“Really? Hiding under an enemy’s bed is careful?”
“I did not get caught. And I can share information you cannot, Beau. Impressions, observations, conclusions. I can also bring information about what the women know. As opposed to you, I have access to women when we are separated from our menfolk. I can tell you, a lot goes on in salons and retiring rooms.”
“You don’t belong in this investigation, Pip,” he insisted, and suddenly Pip knew they were coming to the crux of the problem.
“I do, and you know it, Beau.”
He was on his feet. “I won’t put you in a position where you might be hurt!”
“It isn’t your decision, my dear.”
Suddenly, he looked frantic. “It damn well is! And I won’t have you mixed up in this. I won’t have you end up like…”
He abruptly cut himself off, his face suddenly red, his knuckles white around his glass.

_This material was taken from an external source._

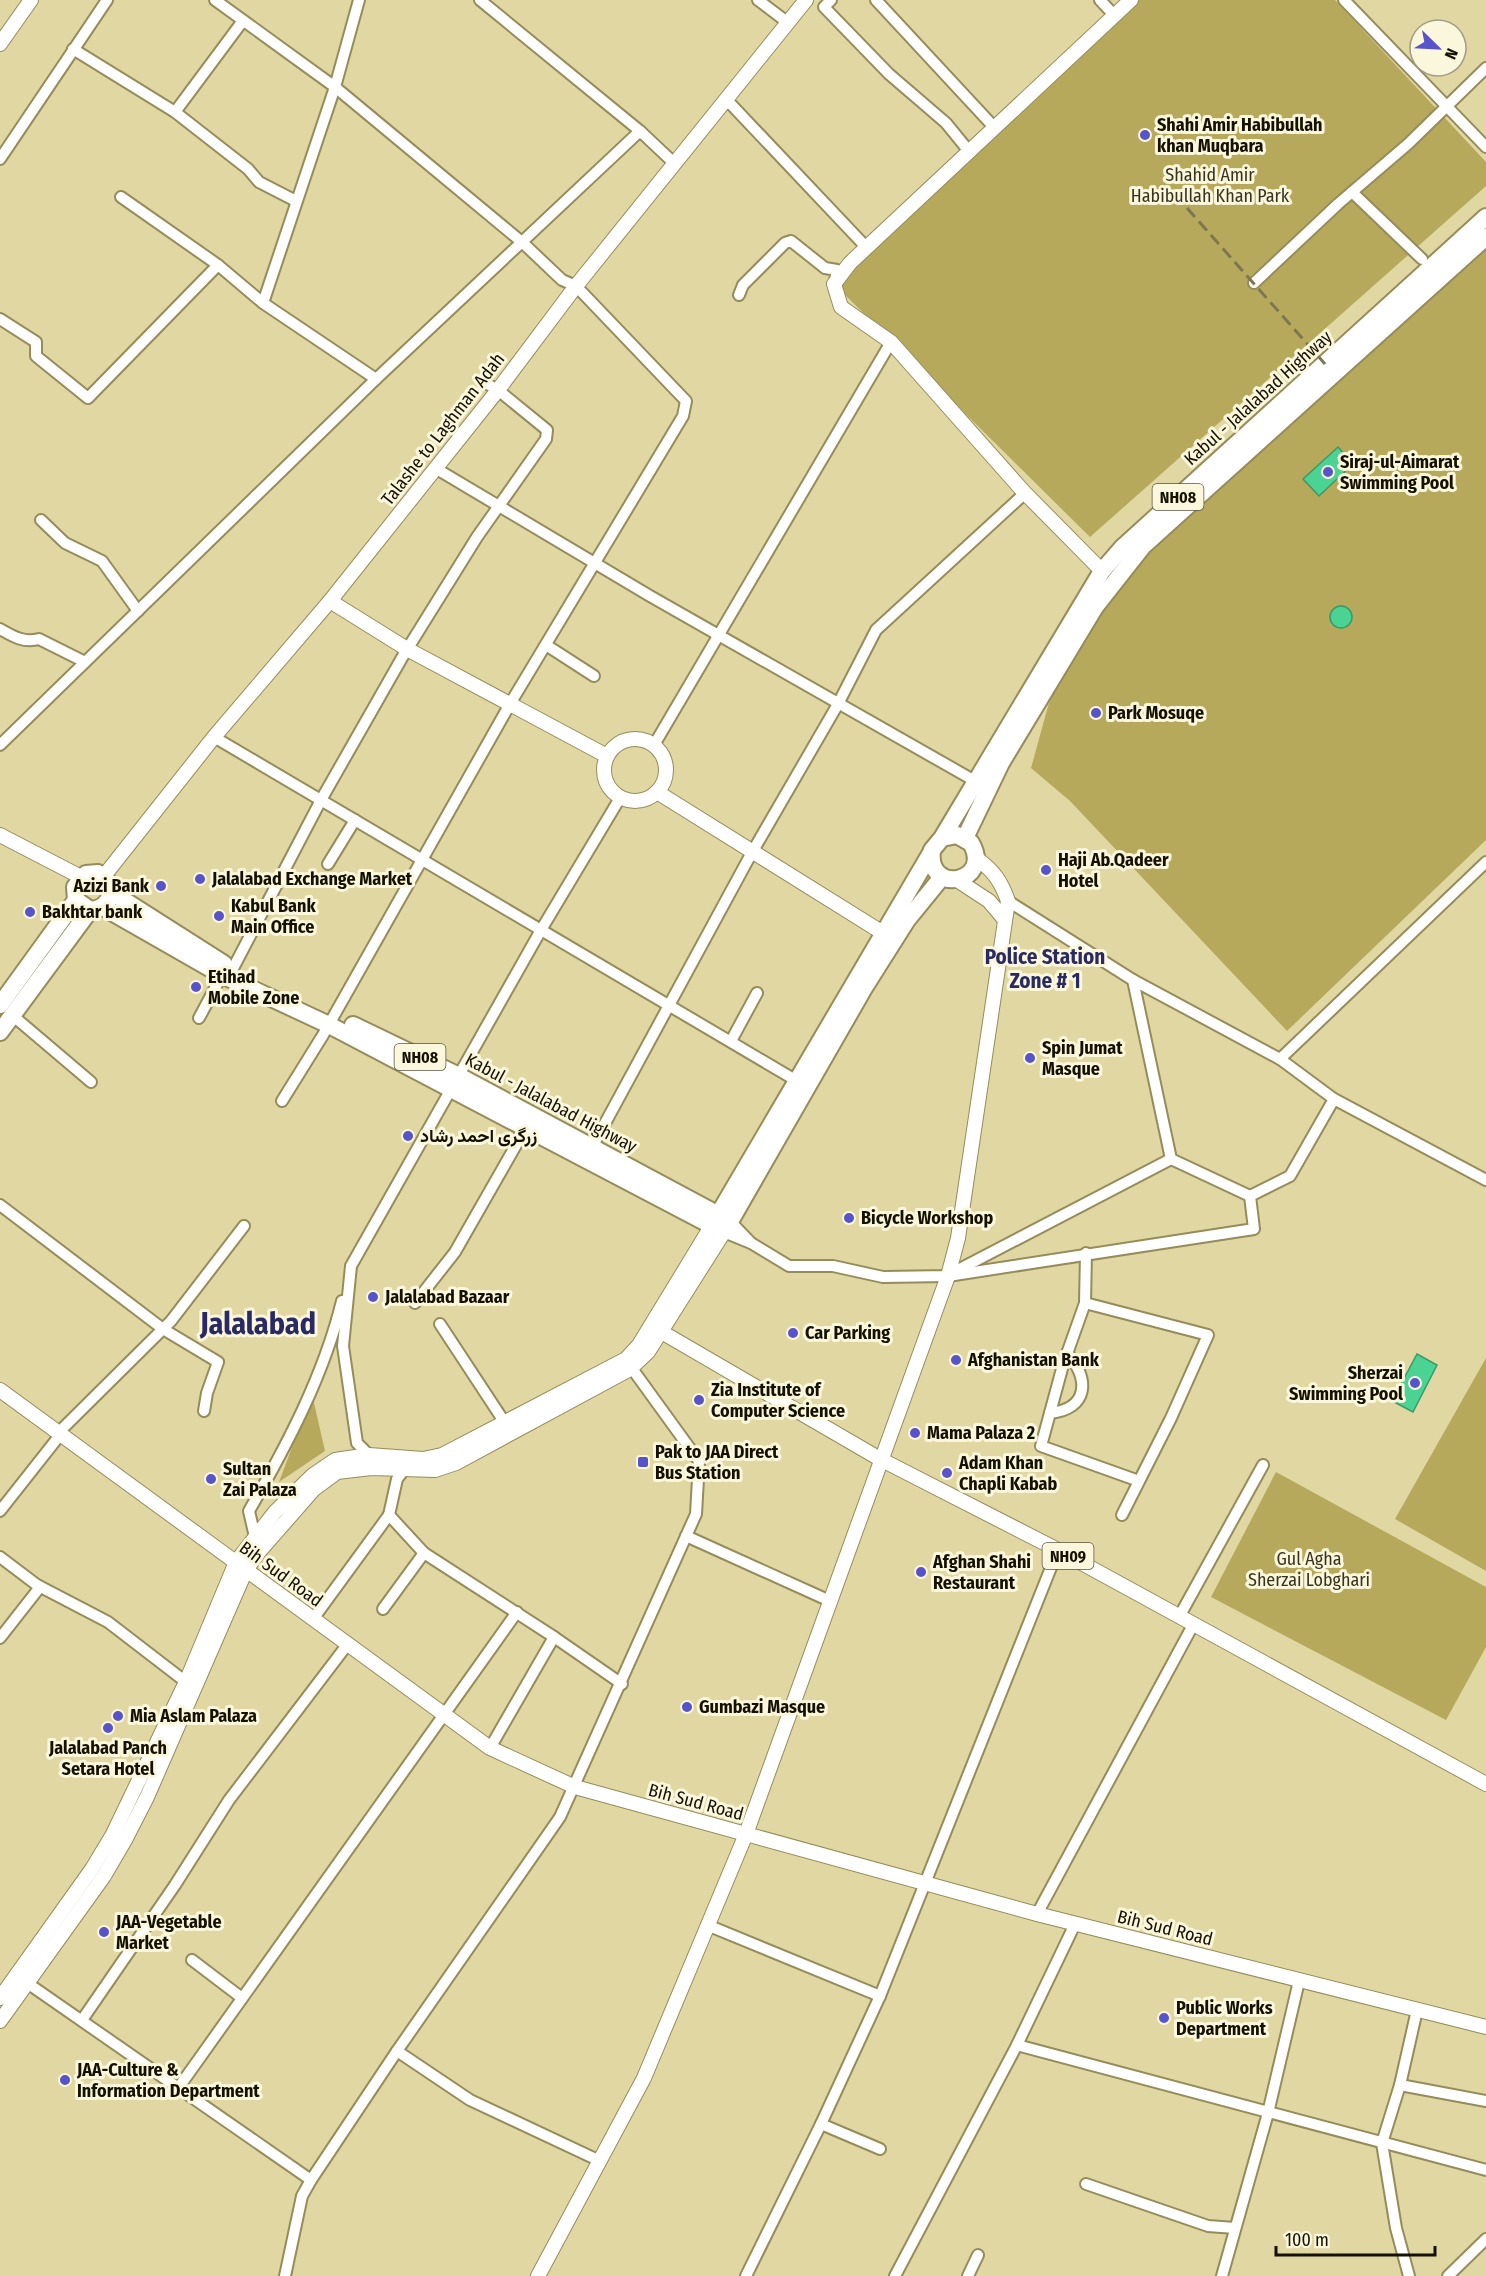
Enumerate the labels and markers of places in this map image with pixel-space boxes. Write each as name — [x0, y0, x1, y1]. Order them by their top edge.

And Pip knew she could no longer be polite. “Theo? You think that my helping you would be the same as sending me to war?”
Finally, she couldn’t stand it anymore. This was not a conversation they should be having in front of witnesses. It belonged between them. But she needed Beau to understand that he wasn’t responsible for every wrong in the world. But neither was she. So, she followed him to her feet to see the stark horror in his eyes.
“That wasn’t your choice to make either,” she said very quietly.
He didn’t answer. He just glared at her. Tears crowded the back of Pip’s throat to think of her beloved Beau’s grief, exacerbated by the venom from his aunt and uncle. Discounted by Theo, who had only seen what he was missing.
“He would have gone anyway,” she said, holding onto her glass like her last lifeline to keep her from finally doing what she’d so badly wanted to and holding him. Knowing he would never let her. “You could not have stopped him, Beau. I couldn’t have stopped him. You gave him the best chance you could have.”
He jerked back as if she’d slapped him, his features tortured. “You want to get involved?” he snapped. “Fine.” He downed the rest of his drink and slammed it back down on the cabinet. “You talk to Drake. I’m going for a walk.”
And without another word, he slammed out of the room.
For a long moment Pip could only stand where she was, frozen in place. “Well,” she finally said, knowing her voice was choked with tears as she sank back down into her chair. “That went well.”
Drake set down his glass. “I should follow him.”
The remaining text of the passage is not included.